● PROBLEM DESCRIPTION:
From the records below, transcribe only the lines running from the one with "way · 710 m</p></div>" through the one with "<li><i></i>Delivered</li>". Keep both of those end lines.

(Dataset entries)
BEGIN
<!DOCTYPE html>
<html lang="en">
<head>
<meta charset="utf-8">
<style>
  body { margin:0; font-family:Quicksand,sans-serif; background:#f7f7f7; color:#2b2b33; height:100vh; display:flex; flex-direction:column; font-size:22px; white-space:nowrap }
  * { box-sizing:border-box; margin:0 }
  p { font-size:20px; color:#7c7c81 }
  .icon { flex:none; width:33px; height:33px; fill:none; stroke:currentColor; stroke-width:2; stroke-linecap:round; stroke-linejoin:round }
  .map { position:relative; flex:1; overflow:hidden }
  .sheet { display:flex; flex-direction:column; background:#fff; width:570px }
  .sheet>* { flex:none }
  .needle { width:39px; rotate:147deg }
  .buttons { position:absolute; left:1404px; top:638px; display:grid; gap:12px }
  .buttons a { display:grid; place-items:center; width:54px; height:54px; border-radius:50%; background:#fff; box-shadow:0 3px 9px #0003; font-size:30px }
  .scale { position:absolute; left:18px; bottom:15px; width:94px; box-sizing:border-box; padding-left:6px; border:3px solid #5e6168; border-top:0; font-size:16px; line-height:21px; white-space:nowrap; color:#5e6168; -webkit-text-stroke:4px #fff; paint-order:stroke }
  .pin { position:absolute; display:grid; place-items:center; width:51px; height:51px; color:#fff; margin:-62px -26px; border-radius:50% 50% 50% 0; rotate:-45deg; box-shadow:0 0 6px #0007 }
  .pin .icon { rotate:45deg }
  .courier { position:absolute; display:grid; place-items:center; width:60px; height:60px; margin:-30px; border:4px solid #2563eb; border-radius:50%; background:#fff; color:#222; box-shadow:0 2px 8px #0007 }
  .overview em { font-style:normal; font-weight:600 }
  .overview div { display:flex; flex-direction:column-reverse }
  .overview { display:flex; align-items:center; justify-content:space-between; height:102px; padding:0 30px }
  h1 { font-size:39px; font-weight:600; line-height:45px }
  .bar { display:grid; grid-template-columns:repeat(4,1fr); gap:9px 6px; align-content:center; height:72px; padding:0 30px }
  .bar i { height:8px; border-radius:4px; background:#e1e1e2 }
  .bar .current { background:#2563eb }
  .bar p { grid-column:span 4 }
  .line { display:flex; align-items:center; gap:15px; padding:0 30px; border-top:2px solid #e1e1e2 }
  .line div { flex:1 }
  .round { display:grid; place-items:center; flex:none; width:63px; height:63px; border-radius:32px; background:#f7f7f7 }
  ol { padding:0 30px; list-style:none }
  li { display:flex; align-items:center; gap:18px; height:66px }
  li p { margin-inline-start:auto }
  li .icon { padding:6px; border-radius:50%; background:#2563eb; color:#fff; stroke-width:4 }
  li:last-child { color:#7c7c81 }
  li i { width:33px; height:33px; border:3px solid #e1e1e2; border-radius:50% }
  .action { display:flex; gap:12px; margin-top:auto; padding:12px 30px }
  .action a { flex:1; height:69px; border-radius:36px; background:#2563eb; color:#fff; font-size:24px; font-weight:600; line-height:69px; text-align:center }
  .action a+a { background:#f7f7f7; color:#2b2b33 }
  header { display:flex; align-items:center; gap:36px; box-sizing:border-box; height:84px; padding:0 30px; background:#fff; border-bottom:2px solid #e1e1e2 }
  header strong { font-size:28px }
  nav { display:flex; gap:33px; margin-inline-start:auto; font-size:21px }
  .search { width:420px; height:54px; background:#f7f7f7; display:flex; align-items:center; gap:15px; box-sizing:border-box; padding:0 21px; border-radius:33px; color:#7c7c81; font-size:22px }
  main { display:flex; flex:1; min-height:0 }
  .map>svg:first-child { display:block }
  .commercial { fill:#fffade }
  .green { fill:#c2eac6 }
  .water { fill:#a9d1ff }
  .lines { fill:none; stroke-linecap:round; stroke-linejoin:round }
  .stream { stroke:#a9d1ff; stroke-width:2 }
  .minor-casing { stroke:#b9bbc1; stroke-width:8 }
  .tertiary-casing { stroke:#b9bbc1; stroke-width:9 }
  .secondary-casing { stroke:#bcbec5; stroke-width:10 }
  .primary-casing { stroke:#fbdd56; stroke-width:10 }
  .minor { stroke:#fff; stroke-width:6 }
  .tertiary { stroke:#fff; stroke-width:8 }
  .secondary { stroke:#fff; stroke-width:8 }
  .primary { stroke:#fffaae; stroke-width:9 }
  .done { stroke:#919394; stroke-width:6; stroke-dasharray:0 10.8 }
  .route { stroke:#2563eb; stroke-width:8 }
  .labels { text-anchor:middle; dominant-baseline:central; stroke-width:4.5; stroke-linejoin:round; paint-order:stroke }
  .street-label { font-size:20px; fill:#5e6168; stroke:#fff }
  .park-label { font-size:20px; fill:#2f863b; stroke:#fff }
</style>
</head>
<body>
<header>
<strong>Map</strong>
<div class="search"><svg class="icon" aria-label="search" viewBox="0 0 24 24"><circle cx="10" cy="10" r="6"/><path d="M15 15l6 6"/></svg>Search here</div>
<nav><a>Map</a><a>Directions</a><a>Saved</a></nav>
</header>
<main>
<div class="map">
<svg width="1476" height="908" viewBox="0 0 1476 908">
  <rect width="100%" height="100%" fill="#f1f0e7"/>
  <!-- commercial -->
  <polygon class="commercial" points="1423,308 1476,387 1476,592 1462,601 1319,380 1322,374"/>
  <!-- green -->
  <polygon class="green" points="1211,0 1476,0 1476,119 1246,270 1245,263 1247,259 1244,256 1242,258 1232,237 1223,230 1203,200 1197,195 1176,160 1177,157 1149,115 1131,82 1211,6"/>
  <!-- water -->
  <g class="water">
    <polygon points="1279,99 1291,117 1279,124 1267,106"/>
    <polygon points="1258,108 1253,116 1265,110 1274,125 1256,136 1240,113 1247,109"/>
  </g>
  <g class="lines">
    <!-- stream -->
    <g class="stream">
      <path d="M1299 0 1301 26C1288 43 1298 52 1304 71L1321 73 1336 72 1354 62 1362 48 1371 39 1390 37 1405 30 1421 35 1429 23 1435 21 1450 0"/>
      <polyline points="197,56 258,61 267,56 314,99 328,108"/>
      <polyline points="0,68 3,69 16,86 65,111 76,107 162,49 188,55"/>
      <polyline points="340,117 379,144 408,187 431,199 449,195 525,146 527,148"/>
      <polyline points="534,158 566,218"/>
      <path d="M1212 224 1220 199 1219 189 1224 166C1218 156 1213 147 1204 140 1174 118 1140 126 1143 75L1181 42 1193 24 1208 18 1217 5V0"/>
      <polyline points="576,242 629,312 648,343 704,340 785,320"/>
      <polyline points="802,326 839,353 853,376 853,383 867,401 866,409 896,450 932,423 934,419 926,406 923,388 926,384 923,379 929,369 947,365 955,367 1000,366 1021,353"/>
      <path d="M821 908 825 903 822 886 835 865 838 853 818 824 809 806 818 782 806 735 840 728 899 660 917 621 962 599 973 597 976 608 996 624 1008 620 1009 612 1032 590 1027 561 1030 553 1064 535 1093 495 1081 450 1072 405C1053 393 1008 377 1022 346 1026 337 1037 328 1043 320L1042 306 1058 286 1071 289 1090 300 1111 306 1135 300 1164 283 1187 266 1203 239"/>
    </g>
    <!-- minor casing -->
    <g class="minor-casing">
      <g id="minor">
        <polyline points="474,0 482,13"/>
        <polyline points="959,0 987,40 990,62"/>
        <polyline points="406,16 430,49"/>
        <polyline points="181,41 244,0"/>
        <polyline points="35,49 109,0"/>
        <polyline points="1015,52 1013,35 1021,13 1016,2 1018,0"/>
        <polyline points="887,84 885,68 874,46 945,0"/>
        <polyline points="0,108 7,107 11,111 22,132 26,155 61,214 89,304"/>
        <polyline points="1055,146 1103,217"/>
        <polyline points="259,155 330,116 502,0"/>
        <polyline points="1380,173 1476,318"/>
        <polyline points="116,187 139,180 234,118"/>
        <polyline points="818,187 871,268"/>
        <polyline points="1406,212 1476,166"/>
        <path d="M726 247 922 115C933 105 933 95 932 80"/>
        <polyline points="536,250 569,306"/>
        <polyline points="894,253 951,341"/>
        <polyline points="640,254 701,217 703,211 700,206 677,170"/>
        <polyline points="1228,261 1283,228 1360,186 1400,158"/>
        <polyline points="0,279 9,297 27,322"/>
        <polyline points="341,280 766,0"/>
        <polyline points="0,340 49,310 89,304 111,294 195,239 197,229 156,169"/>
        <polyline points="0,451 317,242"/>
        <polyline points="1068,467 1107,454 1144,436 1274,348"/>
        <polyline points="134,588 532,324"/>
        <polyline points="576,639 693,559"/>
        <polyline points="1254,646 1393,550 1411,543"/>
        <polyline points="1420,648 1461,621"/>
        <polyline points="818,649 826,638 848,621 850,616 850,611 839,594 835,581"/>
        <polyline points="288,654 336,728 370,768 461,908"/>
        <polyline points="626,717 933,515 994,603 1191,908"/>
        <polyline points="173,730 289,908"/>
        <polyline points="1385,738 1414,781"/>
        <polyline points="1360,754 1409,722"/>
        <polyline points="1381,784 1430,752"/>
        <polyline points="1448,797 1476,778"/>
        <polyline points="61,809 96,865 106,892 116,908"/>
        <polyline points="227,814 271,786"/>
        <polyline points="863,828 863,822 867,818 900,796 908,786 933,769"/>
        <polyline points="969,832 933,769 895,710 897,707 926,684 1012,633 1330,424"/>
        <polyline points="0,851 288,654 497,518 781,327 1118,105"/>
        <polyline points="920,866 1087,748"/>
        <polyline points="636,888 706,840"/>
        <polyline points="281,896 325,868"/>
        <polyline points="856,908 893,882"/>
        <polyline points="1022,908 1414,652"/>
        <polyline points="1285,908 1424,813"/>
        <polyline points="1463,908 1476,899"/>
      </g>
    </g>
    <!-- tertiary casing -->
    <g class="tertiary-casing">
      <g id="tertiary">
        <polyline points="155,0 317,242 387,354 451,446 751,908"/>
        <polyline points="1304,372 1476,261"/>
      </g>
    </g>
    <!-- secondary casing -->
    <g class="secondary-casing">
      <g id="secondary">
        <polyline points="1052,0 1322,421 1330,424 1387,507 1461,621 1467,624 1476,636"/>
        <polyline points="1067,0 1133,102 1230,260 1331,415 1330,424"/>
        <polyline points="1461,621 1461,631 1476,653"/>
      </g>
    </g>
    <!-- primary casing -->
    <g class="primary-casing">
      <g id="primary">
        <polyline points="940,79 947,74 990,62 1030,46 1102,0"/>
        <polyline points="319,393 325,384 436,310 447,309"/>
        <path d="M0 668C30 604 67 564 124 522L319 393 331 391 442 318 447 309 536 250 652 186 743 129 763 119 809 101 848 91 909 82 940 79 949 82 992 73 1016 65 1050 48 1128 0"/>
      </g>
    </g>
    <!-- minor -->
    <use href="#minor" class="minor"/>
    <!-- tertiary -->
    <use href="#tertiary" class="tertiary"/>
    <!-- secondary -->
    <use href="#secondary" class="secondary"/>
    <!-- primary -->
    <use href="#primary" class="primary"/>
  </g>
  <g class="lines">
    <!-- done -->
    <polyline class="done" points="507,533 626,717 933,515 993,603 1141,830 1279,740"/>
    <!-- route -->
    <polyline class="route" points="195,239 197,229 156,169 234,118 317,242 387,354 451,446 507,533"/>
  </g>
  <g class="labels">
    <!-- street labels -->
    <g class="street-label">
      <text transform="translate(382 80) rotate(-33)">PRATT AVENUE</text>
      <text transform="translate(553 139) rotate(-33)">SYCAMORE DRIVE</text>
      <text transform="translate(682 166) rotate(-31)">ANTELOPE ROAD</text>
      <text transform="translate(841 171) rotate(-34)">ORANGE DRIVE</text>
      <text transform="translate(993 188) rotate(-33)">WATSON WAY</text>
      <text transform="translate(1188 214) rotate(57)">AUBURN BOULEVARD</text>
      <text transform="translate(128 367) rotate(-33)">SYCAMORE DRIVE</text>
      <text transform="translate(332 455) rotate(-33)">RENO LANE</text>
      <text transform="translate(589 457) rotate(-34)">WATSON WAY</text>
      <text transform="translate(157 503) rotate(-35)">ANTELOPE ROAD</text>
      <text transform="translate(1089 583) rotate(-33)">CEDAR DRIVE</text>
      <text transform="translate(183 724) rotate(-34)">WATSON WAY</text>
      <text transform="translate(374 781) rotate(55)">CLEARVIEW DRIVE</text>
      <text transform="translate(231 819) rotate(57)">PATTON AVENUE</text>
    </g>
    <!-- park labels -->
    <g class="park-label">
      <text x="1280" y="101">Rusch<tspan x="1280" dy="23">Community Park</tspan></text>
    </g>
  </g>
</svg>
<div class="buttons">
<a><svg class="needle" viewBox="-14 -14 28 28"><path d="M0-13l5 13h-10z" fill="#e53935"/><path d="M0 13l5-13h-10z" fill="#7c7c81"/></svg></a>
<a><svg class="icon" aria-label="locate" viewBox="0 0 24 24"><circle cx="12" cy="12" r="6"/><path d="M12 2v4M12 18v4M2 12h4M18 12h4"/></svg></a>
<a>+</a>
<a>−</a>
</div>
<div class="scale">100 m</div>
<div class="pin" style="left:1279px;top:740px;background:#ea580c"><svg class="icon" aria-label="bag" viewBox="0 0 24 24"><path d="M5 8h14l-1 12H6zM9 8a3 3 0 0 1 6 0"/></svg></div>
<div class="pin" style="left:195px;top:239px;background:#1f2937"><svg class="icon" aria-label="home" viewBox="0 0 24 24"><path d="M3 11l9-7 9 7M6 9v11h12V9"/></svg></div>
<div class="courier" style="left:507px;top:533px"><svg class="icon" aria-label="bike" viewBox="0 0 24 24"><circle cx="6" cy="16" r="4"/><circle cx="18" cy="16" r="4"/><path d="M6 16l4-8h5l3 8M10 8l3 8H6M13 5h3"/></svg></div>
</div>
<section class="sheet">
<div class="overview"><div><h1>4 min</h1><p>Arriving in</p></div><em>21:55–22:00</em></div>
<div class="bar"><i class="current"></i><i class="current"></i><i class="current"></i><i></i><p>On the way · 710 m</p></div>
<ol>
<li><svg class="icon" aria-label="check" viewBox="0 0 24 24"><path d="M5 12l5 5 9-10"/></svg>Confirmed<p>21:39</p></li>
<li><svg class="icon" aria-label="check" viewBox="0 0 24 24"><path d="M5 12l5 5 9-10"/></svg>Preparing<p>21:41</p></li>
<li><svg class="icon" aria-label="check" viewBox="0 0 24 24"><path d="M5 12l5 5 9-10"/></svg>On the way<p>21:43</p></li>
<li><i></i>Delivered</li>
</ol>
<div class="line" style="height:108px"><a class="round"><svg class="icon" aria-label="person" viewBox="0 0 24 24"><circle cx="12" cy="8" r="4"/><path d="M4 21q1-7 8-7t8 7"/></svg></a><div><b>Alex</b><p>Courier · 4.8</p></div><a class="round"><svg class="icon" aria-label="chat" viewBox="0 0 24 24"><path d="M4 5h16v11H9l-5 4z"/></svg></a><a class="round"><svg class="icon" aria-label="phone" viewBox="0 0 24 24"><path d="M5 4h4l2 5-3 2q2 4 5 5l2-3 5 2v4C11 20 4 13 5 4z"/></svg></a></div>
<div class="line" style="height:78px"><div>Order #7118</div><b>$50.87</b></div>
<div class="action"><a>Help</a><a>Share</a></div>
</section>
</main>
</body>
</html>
END
BEGIN
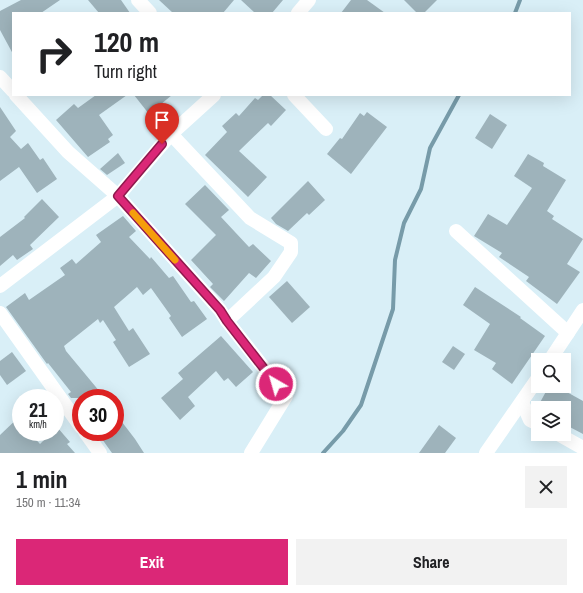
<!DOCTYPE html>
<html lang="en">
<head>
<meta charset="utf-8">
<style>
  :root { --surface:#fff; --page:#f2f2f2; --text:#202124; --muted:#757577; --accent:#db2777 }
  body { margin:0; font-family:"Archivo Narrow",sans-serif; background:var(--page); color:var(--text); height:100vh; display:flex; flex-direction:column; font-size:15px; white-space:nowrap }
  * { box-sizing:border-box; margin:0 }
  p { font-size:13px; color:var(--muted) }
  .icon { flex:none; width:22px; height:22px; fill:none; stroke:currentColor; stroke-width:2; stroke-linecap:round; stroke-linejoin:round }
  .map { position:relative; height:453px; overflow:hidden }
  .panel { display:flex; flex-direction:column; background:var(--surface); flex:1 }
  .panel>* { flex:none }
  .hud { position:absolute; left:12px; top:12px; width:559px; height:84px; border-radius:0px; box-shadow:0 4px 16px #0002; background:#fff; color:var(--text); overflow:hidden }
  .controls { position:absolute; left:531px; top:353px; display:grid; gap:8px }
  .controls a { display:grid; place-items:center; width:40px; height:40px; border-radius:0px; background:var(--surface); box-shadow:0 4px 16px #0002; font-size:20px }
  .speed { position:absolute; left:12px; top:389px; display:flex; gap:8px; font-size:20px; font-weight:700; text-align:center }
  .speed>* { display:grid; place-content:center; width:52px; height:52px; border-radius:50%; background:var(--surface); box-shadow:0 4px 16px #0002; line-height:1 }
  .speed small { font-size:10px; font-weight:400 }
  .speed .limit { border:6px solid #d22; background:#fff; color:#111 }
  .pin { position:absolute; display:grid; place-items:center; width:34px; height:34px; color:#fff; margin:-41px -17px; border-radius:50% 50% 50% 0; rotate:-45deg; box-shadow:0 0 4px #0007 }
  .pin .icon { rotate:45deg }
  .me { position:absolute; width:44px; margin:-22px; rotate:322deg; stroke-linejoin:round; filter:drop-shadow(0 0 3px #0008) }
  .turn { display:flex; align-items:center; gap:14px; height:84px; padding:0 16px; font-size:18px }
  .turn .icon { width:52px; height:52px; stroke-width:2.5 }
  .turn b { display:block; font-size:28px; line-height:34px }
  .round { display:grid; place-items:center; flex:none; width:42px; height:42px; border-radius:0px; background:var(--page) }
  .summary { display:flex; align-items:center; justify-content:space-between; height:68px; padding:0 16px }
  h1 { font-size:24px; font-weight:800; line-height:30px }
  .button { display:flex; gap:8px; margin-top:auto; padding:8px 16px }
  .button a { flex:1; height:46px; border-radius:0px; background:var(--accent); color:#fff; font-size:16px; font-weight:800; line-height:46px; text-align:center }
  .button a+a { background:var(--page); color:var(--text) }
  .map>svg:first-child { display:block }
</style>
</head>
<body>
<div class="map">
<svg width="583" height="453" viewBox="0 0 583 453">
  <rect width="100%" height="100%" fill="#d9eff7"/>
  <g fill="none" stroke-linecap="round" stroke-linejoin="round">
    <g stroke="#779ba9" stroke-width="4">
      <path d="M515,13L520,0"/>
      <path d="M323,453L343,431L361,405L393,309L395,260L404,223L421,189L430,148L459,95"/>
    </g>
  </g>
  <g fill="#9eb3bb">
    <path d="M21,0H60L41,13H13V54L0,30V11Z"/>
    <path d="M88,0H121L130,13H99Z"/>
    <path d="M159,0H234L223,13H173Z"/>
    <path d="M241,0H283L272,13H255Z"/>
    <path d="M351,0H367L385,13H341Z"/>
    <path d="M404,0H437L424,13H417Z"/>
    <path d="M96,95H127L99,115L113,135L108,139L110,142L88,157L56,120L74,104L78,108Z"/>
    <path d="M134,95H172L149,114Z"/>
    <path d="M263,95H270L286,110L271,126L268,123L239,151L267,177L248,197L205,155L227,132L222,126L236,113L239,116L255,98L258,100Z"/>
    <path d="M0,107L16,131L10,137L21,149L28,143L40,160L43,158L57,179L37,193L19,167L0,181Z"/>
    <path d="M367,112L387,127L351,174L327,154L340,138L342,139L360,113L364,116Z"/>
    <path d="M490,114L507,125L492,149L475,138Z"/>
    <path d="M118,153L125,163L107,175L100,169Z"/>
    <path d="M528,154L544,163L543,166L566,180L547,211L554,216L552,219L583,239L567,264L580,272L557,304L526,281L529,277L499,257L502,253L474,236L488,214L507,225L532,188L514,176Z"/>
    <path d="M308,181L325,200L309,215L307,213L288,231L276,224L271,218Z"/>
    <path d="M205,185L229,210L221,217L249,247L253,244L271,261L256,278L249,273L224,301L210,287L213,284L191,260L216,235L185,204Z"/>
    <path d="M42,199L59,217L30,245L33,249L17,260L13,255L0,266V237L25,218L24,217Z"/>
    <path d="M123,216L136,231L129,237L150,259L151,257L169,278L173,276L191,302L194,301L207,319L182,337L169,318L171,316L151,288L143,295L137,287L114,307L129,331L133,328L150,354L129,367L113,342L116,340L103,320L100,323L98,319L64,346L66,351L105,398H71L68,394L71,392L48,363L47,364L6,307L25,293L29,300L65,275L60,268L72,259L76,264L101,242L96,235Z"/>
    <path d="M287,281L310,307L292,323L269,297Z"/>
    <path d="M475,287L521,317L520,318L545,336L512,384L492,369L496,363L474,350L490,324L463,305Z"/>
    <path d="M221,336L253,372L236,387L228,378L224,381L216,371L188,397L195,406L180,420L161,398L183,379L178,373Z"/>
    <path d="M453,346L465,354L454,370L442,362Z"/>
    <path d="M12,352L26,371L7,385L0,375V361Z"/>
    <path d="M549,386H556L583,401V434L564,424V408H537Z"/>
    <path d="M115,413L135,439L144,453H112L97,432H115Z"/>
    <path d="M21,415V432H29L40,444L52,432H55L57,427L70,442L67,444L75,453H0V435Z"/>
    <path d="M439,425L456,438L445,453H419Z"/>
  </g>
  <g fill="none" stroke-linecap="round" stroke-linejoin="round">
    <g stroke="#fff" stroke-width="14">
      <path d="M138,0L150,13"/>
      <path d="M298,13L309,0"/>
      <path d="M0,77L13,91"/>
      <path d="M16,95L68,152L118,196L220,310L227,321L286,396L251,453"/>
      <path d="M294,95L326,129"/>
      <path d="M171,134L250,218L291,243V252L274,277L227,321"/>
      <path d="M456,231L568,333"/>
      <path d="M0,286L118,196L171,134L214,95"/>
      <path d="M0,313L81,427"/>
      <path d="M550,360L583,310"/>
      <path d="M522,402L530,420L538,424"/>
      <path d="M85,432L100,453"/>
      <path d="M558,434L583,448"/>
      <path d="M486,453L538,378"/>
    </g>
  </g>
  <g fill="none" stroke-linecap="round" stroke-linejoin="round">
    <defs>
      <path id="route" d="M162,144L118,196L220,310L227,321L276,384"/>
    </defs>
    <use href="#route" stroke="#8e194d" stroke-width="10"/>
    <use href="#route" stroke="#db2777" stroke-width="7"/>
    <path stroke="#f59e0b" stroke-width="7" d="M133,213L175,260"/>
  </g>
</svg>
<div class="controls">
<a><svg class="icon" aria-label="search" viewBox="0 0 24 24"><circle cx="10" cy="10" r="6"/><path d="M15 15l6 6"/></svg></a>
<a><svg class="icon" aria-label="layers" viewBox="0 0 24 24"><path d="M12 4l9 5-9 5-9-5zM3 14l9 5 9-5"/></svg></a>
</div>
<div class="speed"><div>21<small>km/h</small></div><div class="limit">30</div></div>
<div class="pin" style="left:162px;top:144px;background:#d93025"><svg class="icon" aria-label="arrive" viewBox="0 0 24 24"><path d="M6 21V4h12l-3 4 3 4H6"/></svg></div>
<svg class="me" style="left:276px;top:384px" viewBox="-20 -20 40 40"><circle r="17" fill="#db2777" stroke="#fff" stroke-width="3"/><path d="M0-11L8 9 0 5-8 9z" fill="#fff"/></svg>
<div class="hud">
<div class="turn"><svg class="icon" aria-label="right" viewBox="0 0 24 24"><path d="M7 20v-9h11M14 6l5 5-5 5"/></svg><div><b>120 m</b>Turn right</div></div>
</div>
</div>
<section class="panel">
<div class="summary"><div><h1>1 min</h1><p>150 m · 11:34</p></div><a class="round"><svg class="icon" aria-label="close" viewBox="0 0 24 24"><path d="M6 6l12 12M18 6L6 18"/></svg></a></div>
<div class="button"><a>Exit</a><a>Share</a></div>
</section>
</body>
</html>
END
● THE ANSWER:
<div class="bar"><i class="current"></i><i class="current"></i><i class="current"></i><i></i><p>On the way · 710 m</p></div>
<ol>
<li><svg class="icon" aria-label="check" viewBox="0 0 24 24"><path d="M5 12l5 5 9-10"/></svg>Confirmed<p>21:39</p></li>
<li><svg class="icon" aria-label="check" viewBox="0 0 24 24"><path d="M5 12l5 5 9-10"/></svg>Preparing<p>21:41</p></li>
<li><svg class="icon" aria-label="check" viewBox="0 0 24 24"><path d="M5 12l5 5 9-10"/></svg>On the way<p>21:43</p></li>
<li><i></i>Delivered</li>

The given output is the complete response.